I hope all of the parents of eleventh graders will take the opportunity to ask their children about the full-day interdisciplinary study of the Shoah which took place on Monday, March 7, and was created and orchestrated by our extraordinarily talented co-coordinator of interdisciplinary studies, Mrs. Tikvah Wiener.
The idea for the day originated with the Ivrit Department which in Grade Eleven focuses on the Shoah. Mrs. Dafna Zilberschmid, Chair of the Hebrew Language department, forged a partnership with Ulpanat Harel, a school in Nahariyah, and the two schools planned our Holocaust integration days together and followed the same curriculum.
To begin the day, the juniors watched Life is Beautiful, a fable about the Shoah. Many of you will remember that the film was somewhat controversial because too many people who had not yet seen it were offended by what on the surface appeared to be a humorous treatment of the Holocaust. In fact, it is a beautiful and heart wrenching account of the Shoah which, we think, has a poignant message for both parents and children.
After the film students were divided into groups each of which experienced all of the following during the course of the day:
English: Dr. Anne Berkman, Mrs. Ruth Wang-Birnbaum, Mrs. Tikvah Wiener
Last week, students were assigned "The Shawl" by Cynthia Ozick, a short story about the Holocaust, and an essay from Crisis and Covenant about whether one should write fiction about the Holocaust and, if so, who has the right to do so. During today's session, students explored the question more deeply after having watched a kind of "comedy" about the Holocaust and then read interviews by Ozick, who chose to write fiction about the Shoah despite her misgivings, and by Yann Martel, a non-Jewish, non-European author, who argues that while non-fiction tells us what we need to know about the Holocaust, art helps usunderstand it.
Frisch and Ulpana students already have responses to this topic posted on the school wiki.
American History: Mrs. Betty Kaplan, Mr. Joshua Gotlieb, Mr. Peter Tamburro
American history teachers covered the controversial issue of whether both Franklin Delano Roosevelt and the American Jewish Community did enough to help European Jewry during World War II. Although Roosevelt was once seen unequivocally as the Jews' savior, recent research has thrown that idea into question. Go to the Frisch wiki for a look at how much of the Jewish vote Roosevelt received during World War II.
Talmud: Rabbi Yakov Blau, Rabbi Asher Bush, Rabbi David Goldfischer, Rabbi Sheldon Morris
Responsa from the Holocaust are heartbreaking and yet inspiring. Students are shown the incredible level of devotion Jews had to observing Halakha and keeping their faith alive. With our sister school in Israel, we decided to focus on responsa that have to do with Kiddush Hashem, which fits well with issues students are dealing with in this year's study of Massechet Sanhedrin.

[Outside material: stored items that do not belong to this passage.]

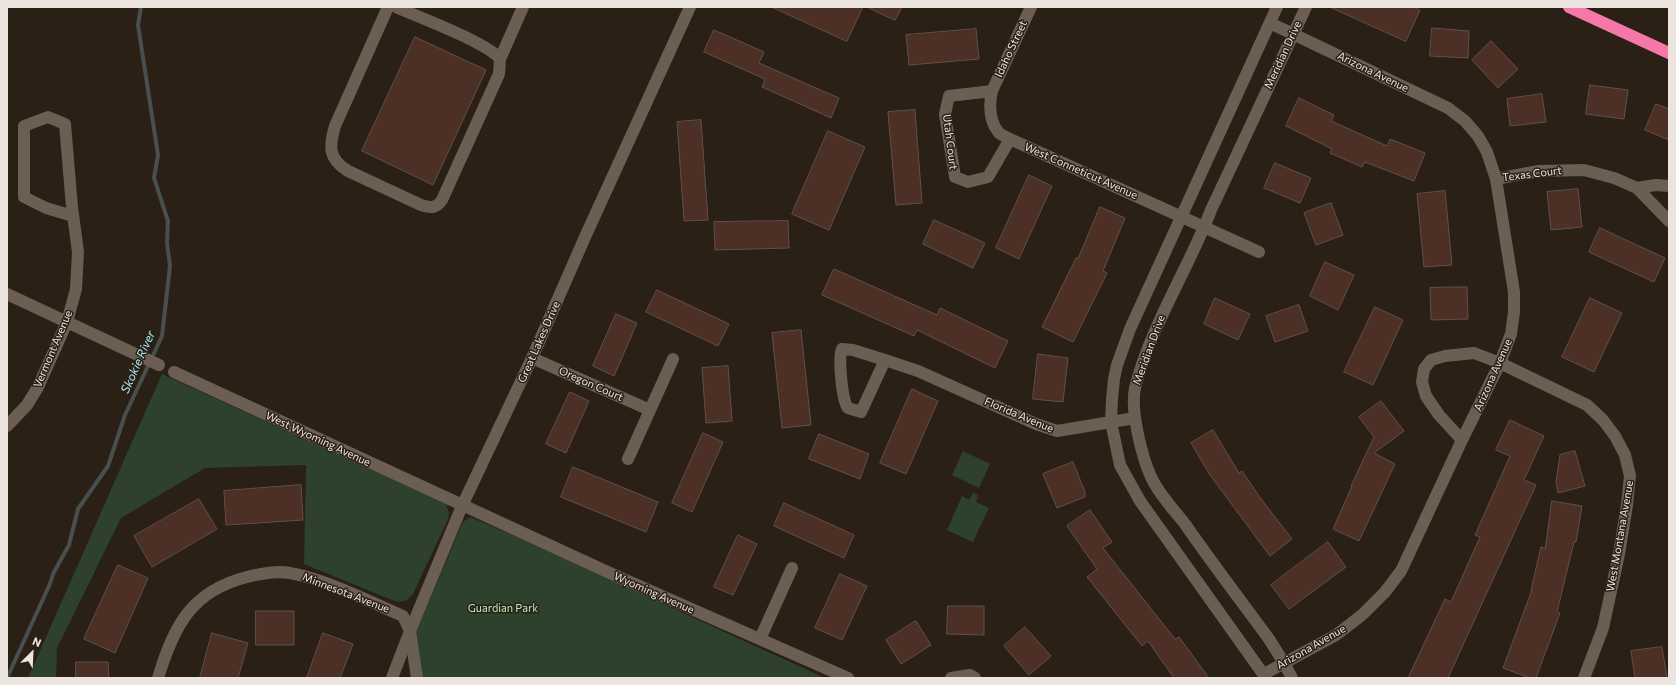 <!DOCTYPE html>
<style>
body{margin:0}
#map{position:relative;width:1676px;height:685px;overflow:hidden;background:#2b2016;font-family:Commissioner,sans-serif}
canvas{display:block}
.frame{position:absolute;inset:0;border:8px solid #ece4de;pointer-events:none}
.north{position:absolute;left:12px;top:633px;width:40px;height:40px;-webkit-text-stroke:3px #2b2016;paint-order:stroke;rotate:24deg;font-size:11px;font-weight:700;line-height:16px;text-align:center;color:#ece4de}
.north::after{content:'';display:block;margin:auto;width:14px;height:18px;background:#ece4de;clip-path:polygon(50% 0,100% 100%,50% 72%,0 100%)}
</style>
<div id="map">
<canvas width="1676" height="685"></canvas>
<div class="frame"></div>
<div class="north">N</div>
</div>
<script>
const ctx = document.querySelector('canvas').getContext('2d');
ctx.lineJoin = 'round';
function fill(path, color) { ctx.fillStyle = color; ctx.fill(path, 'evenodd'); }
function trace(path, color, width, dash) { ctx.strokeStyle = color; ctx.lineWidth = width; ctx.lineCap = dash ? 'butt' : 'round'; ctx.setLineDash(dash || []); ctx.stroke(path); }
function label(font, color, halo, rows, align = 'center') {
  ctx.font = font + ' Commissioner,sans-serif'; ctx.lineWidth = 3; ctx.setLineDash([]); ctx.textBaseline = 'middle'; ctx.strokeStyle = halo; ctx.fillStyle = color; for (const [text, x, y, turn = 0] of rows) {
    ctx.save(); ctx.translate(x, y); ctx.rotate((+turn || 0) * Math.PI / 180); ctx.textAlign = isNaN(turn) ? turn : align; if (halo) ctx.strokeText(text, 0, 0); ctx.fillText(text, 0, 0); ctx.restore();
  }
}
const green = new Path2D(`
 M162,374l284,130 3,9 -1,6 -35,75c-6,8 -11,9 -21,6l-88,-36 2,-99 -101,3 -84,50 -64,130 -1,30h-28z
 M963,451l27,13 -11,24 -27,-13z
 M973,493l5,2 -2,7 13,6 -16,34 -26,-12 15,-34 7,4z
 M470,517l43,18 312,143h-403l-10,-37 51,-119z`);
const stream = new Path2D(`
 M7,678l42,-92 5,-14 15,-27 9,-36 30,-43 17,-51 37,-79 8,-70 -3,-23 1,-22 -14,-43 4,-23 -20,-130 3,-18`);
const building = new Path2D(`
 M772,7h91l-16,34z
 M867,7h35l-7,13z
 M1330,7h84l6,3 -14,31z
 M1432,28l37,3 -1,27 -38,-2z
 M976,29l3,30 -70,6 -3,-30z
 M714,30l50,22 -5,11 80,35 -8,20 -69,-31 3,-8 -61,-27z
 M415,37l71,33 -53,115 -71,-34z
 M1491,41l27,28 -20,19 -26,-28z
 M1590,85l38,5 -4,29 -38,-5z
 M1542,94l4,28 -36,4 -3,-27z
 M1299,98l35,17 -3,6 56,25 3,-7 35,14 -11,28 -49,-19 -3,5 -32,-14 2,-4 -46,-23z
 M1656,104l13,5v31l-24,-10z
 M915,110l7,93 -26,2 -8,-93z
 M701,120l7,100 -24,1 -7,-99z
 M828,131l37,16 -36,83 -37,-16z
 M1275,163l36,15 -11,25 -36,-15z
 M1029,175l23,11 -33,73 -23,-11z
 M1578,189l4,38 -31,3 -4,-38z
 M1445,191l7,74 -28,2 -7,-73z
 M1331,203l12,32 -27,10 -12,-32z
 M1100,207l25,11 -22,53 4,2 -34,69 -31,-15 34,-69h2z
 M934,220l51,23 -12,25 -50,-24z
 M788,221l1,27 -74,2 -1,-28z
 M1600,228l65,30 -11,24 -65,-30z
 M1325,262l29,13 -16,35 -28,-14z
 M834,269l103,46 3,-7 68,33 -13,27 -78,-38 -3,6 -92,-41z
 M1449,287h18l1,32 -37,1 -1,-32z
 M657,290l72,34 -11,22 -72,-34z
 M1215,298l35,16 -12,26 -34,-16z
 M1590,298l32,15 -28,59 -32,-15z
 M1299,305l9,26 -33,11 -9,-26z
 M1375,307l28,13 -30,65 -29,-13z
 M616,314l21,9 -23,53 -21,-10z
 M801,330l10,95 -29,3 -10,-95z
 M1038,354l30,4 -5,44 -30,-3z
 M728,366l4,55 -26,2 -4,-55z
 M912,389l26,12 -32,73 -26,-11z
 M570,392l19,9 -23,52 -20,-9z
 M1381,401l23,30 -30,22 21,11 -36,77 -26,-12 19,-43h-1l23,-49 -15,-20z
 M1510,420l34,16 -20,44 12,5 -88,193h-40l37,-79 6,3 29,-65 -5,-2 35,-79 -14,-6z
 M1213,430l26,43 3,-2 19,28 31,40 -22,17 -60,-81 -19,-32z
 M703,433l20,9 -31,70 -20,-9z
 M819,434l50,20 -9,25 -51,-20z
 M1575,451l10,35 -27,7 -2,-11 4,-27z
 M1073,462l12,30v5l-28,11 -14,-34z
 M573,467l85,35 -12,30 -85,-35z
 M301,485l2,35 -77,5 -2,-34z
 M199,499l18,30 -65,38 -18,-31z
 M1552,501l30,5 -6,36h-2l-17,70 3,1 -24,65h-6l-27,-10 29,-78h-1l10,-43 4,1z
 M784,503l70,32 -10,23 -70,-32z
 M1090,510l22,32 -9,6 72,91 4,-2 30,41h-35l-26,-37 -6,5 -55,-69 10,-8 -30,-43z
 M738,535l19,9 -24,51 -19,-8z
 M1328,542l18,25 -57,42 -18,-24z
 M118,565l30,13 -33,75 -31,-14z
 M840,574l27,12 -25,54 -27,-12z
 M948,606h36v29l-37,-1z
 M256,611h38v34h-38z
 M916,621l15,24 -30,19 -15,-24z
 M1025,627l26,29 -22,19 -25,-29z
 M212,633l36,10 -10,35h-38z
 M323,633l30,11 -13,34h-33z
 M1662,647l5,31h-32l-4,-27z
 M76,662h32l1,16h-33z`);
const minor = new Path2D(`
 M388,7l-53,119c-6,20 -7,33 13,45l73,34c9,3 15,4 21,-5l57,-126 1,-15c-12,-16 -82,-42 -104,-52
 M1031,7l-39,84c-3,14 -3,30 7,42 2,2 8,4 11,6l249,113
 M500,59l23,-52
 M992,91l-43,5 -4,18 10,63 13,5 20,-5 22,-38
 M1496,179l43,-8 45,-1 30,8 23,10 32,33
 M1637,188l19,-3 13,1
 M7,294l152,71
 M532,358l118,52
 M885,360l-32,-10 -11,-1c-4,8 0,52 6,59l13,4 24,-52 33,11 118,53 21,7 78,-13
 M174,372l438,202 236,104
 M7,426l20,-21 11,-18 29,-65 9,-33 2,-37 -6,-45 -7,-83 -17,-7 -24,9v71l22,11 27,8
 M1462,440l-23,-25 -13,-19 -4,-14 2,-13 7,-9 14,-4 29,-3 26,10 87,42 16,15 12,16 10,19 5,21 -3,29 -8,49 -16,74 -19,50
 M628,459l45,-100
 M760,639l32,-71
 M1264,674l72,-39 26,-20 23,-23 16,-21 61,-131 38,-77 11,-29 3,-22v-20l-18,-113 -9,-27 -9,-16 -13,-15 -17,-13 -178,-85
 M158,678c16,-52 33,-87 89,-101 16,-4 32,-7 48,-3 34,7 75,28 108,42l7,15 7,47
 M392,678l18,-47 52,-125 70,-148 53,-121 105,-230
 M951,678l19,-3 5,3
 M1266,678l-126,-177 -20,-36 -9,-43 1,-23 2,-20 3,-14 13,-36 147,-322
 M1292,678l-8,-15 -15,-24c-28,-38 -57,-76 -84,-115 -11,-14 -27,-31 -34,-47 -9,-20 -21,-67 -16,-89 16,-63 53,-118 76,-178l95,-203`);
const highway = new Path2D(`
 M1569,7l100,46`);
const streetNames = [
 ["Idaho Street",1011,49,-65],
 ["Meridian Drive",1283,55,-65],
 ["Arizona Avenue",1373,72,26],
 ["Utah Court",950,142,83],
 ["West Conneticut Avenue",1081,171,24],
 ["Texas Court",1532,174,-7],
 ["Great Lakes Drive",539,342,-66],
 ["Vermont Avenue",53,349,-67],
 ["Meridian Drive",1149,350,-70],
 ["Arizona Avenue",1493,375,-66],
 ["Oregon Court",591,384,24],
 ["Florida Avenue",1019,415,23],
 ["West Wyoming Avenue",318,439,25],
 ["West Montana Avenue",1620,536,-80],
 ["Minnesota Avenue",346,593,21],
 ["Wyoming Avenue",654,593,24],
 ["Arizona Avenue",1311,647,-30]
];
const parkNames = [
 ["Guardian Park",503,608]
];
const waterNames = [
 ["Skokie River",138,362,-66]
];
fill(green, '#2d412c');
trace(stream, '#474f4f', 4);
fill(building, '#4c2f25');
trace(building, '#61504a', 1);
trace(minor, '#6b5e52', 12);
trace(highway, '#f678a9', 12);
label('11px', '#ece4de', '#2b2016', streetNames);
label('11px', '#bfe9bb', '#2b2016', parkNames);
label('italic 12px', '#a4f0fc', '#2b2016', waterNames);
</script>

Hebrew Language: Morah Miriam Bar-Oz, Morah Ella Regev, Morah Dafna Zilberschmid, Morah Ronit Cole
Two weeks ago, The Ulpana students went to a museum, Shem Olam, that not only takes one through the experience of the Shoah from an historical angle, but also grapples with the theological questions the Shoah raises, such as how could God allow the Holocaust to occur and why do bad things happen to good people? The Hebrew Language department began this conversation at Frisch by discussing a poem called "Akeidat Yitzchak," by the Hebrew poet Itzik, who felt, as other Jews did, that God had allowed His children to be sacrificed, and had not replaced us, as He did with Yitzchak in the Torah, with a ram.
Jewish Philosophy: Mrs. Rachel Besser, Rabbi Tzvi Pittinsky, Dr. Shira Weiss, Mrs. Shaindy Zudick
Students continue the discussion of theodicy in a session on Jewish philosophy, during which they discovered philosopher Viktor Frankl's and the Rav's responses to suffering: We cannot fully know why or how evil happens, but we can transform ourselves into better people and the world into a better place, by resolving not inflict suffering and working to end it.
The formal portion of the program concluded with a wrap-up session on the importance of free speech as exemplified in a film clip from the movie Skokie, about the neo-Nazis' desire to march in Illinois. Students will also see from the clip that one of the most important lessons of the Holocaust for Jews was that we should balance our respect for free speech with a clear denunciation of hate speech and anti-Semitic vitriol.
During the last two periods of the day, students are using the school wiki page created for the day and working with partners to create Power Points that reflects what they've learned from the integrated sessions.